*Exercise*: Give the lines again exactly as they appear below, from the line with "Quick job: Convert" to the line with "Quick job: Serialize", both included, and only those lines. Leave every picture out.

*Input records*:
----------------
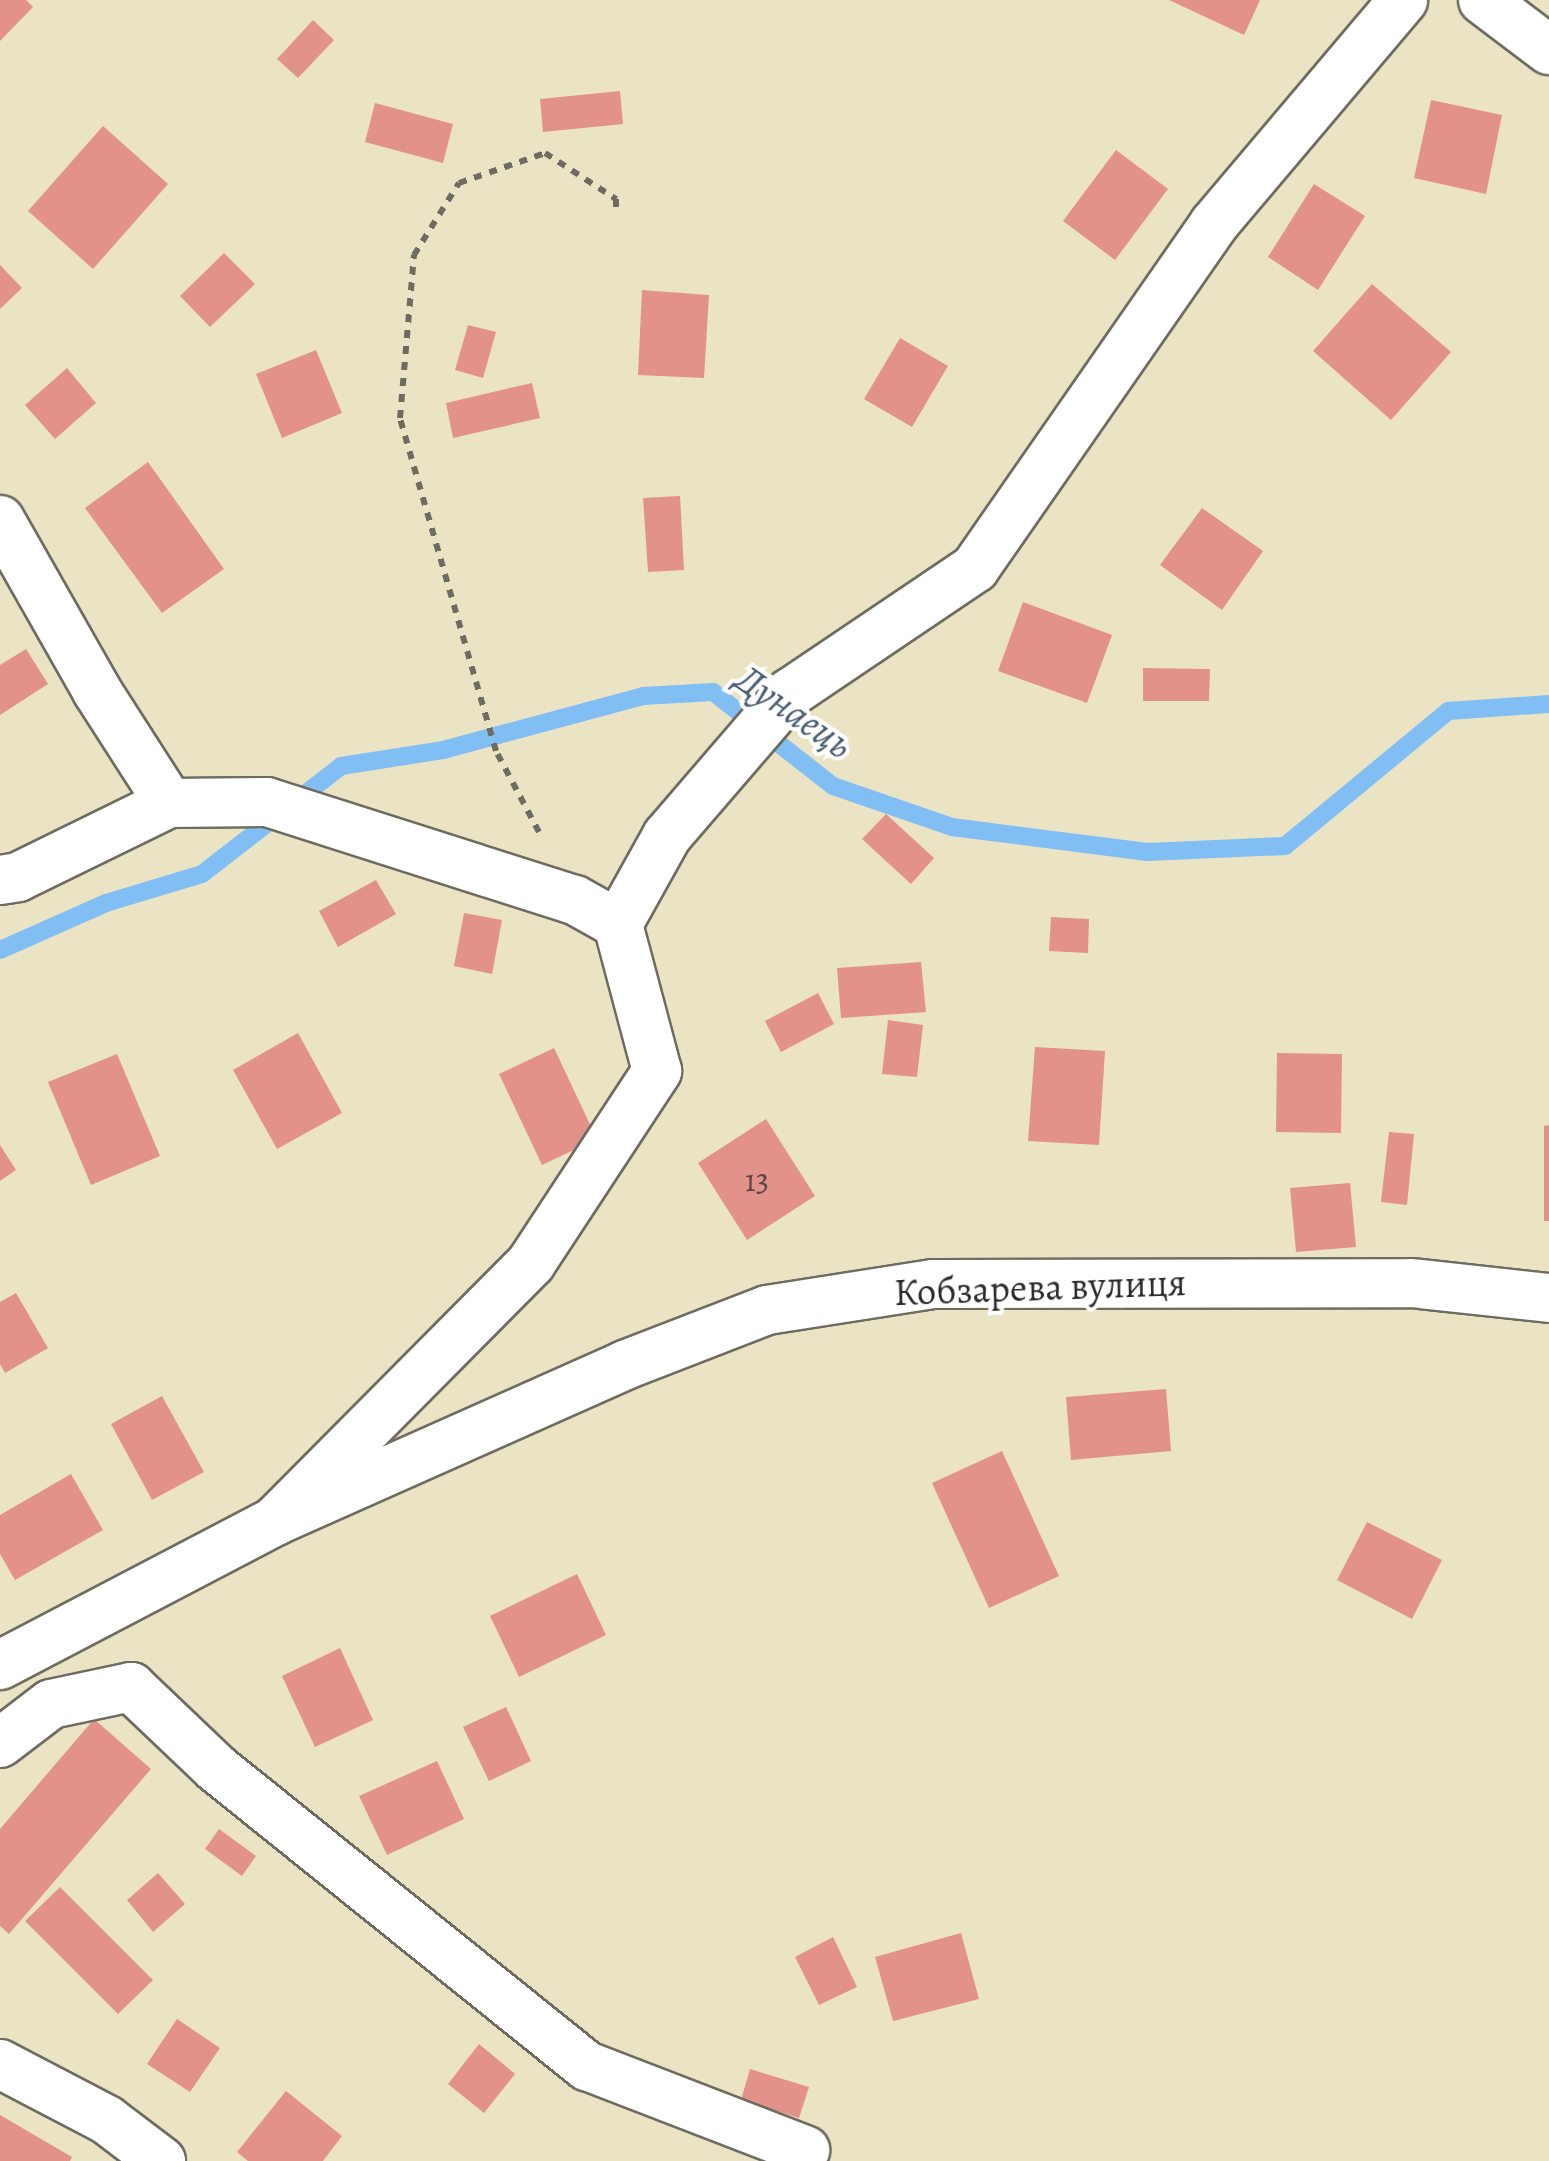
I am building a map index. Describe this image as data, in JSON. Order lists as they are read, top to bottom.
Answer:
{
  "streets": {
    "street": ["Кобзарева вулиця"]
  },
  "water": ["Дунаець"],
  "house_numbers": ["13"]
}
----------------
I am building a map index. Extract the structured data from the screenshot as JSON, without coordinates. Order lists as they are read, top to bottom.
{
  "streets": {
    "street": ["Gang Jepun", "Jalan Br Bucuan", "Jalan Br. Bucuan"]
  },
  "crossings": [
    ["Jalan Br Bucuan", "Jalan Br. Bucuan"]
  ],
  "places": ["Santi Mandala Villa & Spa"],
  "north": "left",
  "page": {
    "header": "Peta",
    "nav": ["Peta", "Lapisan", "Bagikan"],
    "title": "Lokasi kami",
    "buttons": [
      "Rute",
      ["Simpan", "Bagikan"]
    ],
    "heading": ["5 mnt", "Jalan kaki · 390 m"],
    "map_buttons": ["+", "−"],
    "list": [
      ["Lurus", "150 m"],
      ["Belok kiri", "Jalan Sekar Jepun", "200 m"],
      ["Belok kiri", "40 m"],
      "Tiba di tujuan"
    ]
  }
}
----------------
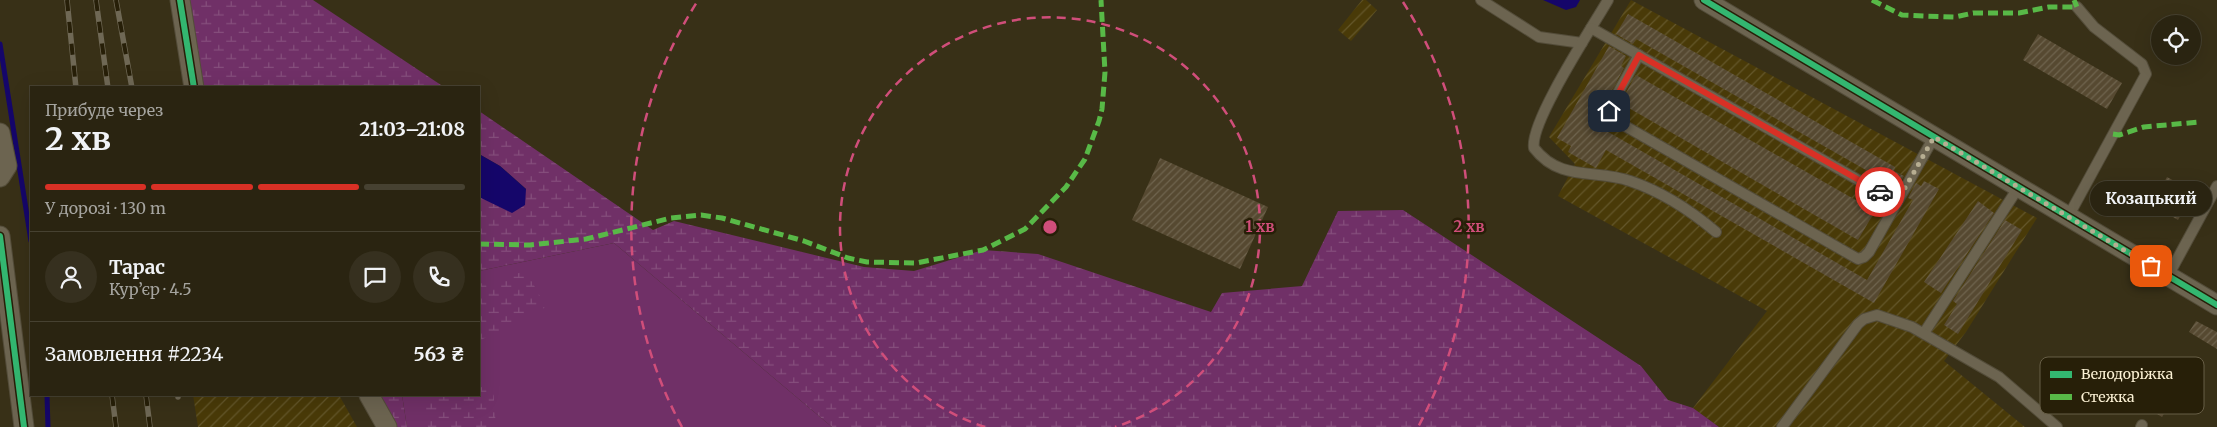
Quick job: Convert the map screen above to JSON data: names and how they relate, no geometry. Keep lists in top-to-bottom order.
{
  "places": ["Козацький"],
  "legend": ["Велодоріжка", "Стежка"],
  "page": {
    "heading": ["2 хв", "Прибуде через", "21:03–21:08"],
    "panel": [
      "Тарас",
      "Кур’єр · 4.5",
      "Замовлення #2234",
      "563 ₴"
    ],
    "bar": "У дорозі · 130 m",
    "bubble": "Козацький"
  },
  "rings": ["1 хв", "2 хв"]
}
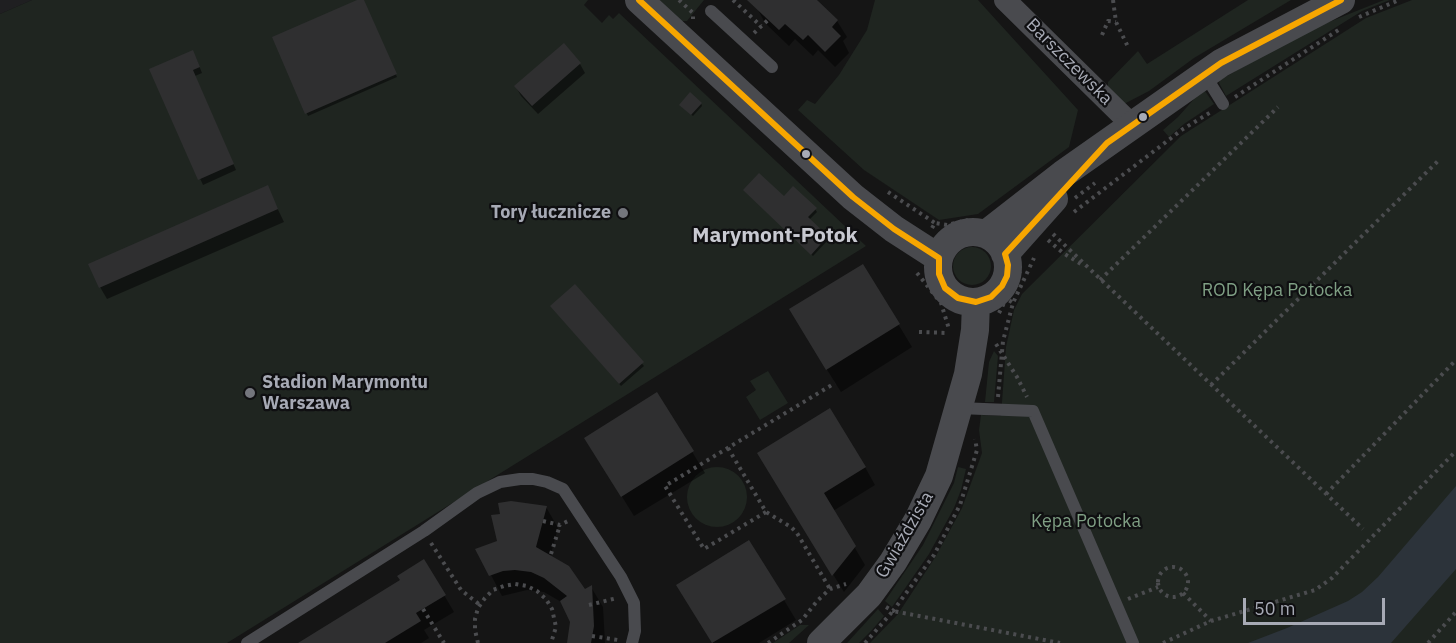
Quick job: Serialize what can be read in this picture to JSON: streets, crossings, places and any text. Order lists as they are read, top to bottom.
----------------
*Result of the exercise*:
Quick job: Convert the map screen above to JSON data: names and how they relate, no geometry. Keep lists in top-to-bottom order.
{
  "places": ["Козацький"],
  "legend": ["Велодоріжка", "Стежка"],
  "page": {
    "heading": ["2 хв", "Прибуде через", "21:03–21:08"],
    "panel": [
      "Тарас",
      "Кур’єр · 4.5",
      "Замовлення #2234",
      "563 ₴"
    ],
    "bar": "У дорозі · 130 m",
    "bubble": "Козацький"
  },
  "rings": ["1 хв", "2 хв"]
}
Quick job: Serialize what can be read in this picture to JSON: streets, crossings, places and any text. Order lists as they are read, top to bottom.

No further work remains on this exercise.